Here at the jamboree,
Home of the hits.
How you doing Bob?
It's the last stretch
And my heart.. my heart stays in the lead
And we see first, second behind my heart is my mind
Third behind my mind is my body.
Fourth behind my body is my soul
And my heart stays in the lead.
Coming around the stretch..
That was a good one Bob.
So here is my last two weeks in cliff notes:
* I started hanging out with friends who are best friends with my ex-boyfriend (it didnt end well) on the regular.
* So therefore I saw my ex-boyfriend on the regular.
* Which lead to me hanging out with my ex boyfriend on the regular.
* Which lead to old feelings that have been non-existant for the past three years, but mostly to feelings of familiarity more than anything.
* Which lead to physical acts that shouldnt have happened, but thankfully no sex. ('Thankfully' because of reason I wont disclose because I am not a TOTAL cunt).
* Which lead to us thinking it was a good idea to start dating again. (You know, 'Maybe it'll be different....yadda yadda yadda').

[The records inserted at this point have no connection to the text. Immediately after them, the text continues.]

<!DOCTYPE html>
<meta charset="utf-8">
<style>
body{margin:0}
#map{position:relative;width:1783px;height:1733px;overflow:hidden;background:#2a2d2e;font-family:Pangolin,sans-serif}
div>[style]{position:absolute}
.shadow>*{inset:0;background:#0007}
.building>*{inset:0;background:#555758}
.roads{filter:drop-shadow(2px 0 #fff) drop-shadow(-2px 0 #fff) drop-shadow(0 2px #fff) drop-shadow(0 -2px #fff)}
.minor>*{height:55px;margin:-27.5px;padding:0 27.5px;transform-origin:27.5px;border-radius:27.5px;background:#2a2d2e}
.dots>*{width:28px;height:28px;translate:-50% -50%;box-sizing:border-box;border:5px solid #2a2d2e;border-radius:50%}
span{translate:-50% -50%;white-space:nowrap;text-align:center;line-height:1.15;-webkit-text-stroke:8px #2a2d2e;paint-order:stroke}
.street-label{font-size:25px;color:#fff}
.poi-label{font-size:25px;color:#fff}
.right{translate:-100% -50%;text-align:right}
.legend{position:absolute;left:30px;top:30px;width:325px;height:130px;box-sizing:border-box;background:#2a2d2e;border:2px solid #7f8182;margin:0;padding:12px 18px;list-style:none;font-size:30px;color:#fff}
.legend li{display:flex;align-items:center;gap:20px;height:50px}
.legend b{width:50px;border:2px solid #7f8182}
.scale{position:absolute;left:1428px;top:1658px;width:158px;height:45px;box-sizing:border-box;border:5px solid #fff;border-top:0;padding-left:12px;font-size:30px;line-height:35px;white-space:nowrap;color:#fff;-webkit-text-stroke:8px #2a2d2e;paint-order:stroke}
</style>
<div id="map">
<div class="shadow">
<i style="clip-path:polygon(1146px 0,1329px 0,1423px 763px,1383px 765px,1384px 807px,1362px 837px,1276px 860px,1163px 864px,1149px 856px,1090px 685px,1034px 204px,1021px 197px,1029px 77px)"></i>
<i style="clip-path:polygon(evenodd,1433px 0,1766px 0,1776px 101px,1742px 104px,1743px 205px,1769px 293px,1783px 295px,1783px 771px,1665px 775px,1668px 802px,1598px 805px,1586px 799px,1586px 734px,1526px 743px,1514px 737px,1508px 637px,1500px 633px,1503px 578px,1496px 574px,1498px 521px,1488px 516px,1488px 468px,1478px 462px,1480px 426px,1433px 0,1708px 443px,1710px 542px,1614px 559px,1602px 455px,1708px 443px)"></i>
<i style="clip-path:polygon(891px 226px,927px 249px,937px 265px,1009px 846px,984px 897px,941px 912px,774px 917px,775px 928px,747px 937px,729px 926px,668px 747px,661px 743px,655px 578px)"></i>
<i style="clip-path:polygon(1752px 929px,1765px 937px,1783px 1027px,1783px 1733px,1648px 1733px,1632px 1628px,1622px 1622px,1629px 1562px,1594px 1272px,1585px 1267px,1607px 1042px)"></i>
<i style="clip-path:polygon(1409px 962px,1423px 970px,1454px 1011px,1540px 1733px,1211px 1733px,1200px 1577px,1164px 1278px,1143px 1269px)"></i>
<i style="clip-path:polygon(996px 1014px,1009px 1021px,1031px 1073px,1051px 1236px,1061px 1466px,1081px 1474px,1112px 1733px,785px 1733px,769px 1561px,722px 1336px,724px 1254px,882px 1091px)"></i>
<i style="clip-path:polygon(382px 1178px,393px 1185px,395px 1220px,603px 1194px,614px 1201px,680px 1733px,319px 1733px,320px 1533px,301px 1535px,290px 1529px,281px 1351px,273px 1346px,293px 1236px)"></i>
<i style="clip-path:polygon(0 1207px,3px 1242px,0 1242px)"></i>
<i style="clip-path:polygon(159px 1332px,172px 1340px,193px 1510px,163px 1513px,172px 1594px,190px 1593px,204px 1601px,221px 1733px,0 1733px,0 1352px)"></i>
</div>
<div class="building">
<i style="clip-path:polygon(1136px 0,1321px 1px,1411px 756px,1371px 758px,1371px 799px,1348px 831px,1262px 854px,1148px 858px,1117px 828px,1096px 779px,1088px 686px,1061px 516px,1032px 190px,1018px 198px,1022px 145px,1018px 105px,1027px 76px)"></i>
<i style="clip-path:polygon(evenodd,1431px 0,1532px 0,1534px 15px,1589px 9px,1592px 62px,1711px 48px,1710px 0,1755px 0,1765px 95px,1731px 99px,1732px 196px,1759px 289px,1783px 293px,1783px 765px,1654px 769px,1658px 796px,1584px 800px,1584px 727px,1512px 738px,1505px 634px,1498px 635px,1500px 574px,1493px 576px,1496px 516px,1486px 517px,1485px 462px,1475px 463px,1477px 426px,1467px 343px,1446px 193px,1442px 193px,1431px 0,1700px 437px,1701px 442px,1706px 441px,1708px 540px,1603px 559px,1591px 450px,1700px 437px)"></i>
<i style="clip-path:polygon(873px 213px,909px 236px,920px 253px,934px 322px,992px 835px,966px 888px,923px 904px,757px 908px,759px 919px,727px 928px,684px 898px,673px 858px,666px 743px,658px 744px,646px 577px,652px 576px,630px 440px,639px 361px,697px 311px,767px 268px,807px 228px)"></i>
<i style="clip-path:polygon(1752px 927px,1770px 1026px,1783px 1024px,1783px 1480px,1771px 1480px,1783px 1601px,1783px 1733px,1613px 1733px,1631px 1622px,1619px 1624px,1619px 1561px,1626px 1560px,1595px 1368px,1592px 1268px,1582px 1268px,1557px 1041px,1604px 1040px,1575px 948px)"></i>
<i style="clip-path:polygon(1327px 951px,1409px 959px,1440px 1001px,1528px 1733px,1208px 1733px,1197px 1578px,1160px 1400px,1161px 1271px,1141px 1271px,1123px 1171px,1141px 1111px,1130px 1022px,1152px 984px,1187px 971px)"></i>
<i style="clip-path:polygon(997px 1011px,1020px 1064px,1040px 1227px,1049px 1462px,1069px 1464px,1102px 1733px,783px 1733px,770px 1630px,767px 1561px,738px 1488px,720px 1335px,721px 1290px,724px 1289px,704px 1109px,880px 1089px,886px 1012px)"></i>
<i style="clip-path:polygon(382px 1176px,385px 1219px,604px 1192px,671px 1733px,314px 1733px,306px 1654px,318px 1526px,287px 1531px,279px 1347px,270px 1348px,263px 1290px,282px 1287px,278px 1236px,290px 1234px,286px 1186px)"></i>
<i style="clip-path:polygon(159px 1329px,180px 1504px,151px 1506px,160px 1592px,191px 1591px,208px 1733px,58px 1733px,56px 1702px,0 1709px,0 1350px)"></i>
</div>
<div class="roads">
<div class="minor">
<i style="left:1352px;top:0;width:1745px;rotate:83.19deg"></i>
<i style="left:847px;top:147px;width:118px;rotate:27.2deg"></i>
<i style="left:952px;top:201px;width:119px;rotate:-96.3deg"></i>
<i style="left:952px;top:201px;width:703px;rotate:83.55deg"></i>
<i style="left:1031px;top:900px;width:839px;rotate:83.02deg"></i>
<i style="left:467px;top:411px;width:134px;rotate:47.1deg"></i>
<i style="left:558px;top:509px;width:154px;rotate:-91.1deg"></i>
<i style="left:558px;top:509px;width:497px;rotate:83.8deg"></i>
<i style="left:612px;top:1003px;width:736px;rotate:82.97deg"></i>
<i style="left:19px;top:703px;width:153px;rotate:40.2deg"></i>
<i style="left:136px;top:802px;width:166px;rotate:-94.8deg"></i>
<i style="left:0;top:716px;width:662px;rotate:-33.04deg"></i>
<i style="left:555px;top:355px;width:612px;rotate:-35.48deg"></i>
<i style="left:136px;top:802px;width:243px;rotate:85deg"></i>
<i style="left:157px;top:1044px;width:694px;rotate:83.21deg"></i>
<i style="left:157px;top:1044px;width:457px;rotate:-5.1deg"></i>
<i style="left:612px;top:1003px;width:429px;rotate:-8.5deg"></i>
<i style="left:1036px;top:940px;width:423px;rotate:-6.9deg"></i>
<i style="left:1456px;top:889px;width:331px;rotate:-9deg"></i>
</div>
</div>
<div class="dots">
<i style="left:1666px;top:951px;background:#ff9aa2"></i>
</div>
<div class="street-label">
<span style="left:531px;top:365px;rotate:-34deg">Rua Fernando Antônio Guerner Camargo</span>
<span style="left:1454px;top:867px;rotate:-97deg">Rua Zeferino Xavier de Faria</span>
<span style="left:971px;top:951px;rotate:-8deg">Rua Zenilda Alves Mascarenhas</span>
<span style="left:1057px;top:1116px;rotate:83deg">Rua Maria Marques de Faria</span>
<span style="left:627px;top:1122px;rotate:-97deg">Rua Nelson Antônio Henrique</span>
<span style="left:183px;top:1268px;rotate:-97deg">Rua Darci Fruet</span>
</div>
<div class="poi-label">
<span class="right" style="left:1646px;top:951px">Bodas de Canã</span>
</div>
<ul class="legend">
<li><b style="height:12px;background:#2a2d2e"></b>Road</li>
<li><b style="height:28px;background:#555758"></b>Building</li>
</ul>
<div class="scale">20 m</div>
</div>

* Which started off as not bad but then I started to realize that the only that had changed was me. I've grown up, I've matured and most importantly I got better, which allowed me to realize that he hasn't changed...at all. He seems to be his priority and that is never going to change. That is fine but I personally can not and will not be in a relationship with someone who is not willing to put in the effort. I am a good person and I am tired of putting forth all my time and energy into relationships where I get nothing in return. That is the most important thing I learned through this whole experience ordeal.
* So to sum up after coming to this conclusion I decided to end it with him, I told him exactly what I was feeling and why I was feeling that way without calling him names or cutting him down. -That's not my style. I prefer to throw the truth in your face and make you confront the issue head on. ...and people wonder why I spend most of my time observing...I am simply listening, taking it all in and strategizing on how to protect myself when these people will inevitably try to fuck me over.
* He wants to know if we will still be friends, I told him that the first time we broke up we were going to be friends but he, not me, was the one who disappeared and ultimately made the decision of whether or not we were going to be friends- not me. I had no say in the matter whatsoever, so why the hell was he so concerned with my thoughts and feelings on the matter this time around?
* All I know is that my life was a lot more simple without him in it.
* He said he was going to call me when he got back from Maine, you know try the whole 'friends thing'. Yeah, we'll see, not even if we will be friends, but if he even calls. I doubt it but frankly I dont care either way.
"I am tired of trying to impress people who do not impress me". - my sister (probably the smartest thing she has ever said. ever.)
I have an amazing family and the best friends anyone could ask for, I dont have the time or energy to spend on people who dont deserve it. I would rather spend it on the people who do.
<3 the girl who is finally growing up and moving on.